■ Exercise ■
Taking the lines below one at a time, count those with the string "Pasaje" and give the result alone.

■ Data provided ■
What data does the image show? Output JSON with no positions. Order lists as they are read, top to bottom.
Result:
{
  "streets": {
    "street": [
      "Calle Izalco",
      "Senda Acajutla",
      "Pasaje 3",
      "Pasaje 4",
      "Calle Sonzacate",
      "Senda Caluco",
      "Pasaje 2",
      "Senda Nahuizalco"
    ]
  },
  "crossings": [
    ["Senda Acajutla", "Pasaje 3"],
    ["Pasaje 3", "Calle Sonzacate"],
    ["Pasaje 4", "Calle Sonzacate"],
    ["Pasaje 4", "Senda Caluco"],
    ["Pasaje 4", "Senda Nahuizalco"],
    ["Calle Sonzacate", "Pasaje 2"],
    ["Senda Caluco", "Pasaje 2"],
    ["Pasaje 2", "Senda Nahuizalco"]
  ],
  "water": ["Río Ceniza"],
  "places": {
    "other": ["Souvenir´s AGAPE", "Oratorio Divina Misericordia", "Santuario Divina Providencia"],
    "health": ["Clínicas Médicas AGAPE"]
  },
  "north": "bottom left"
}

■ Solution for this exercise ■
11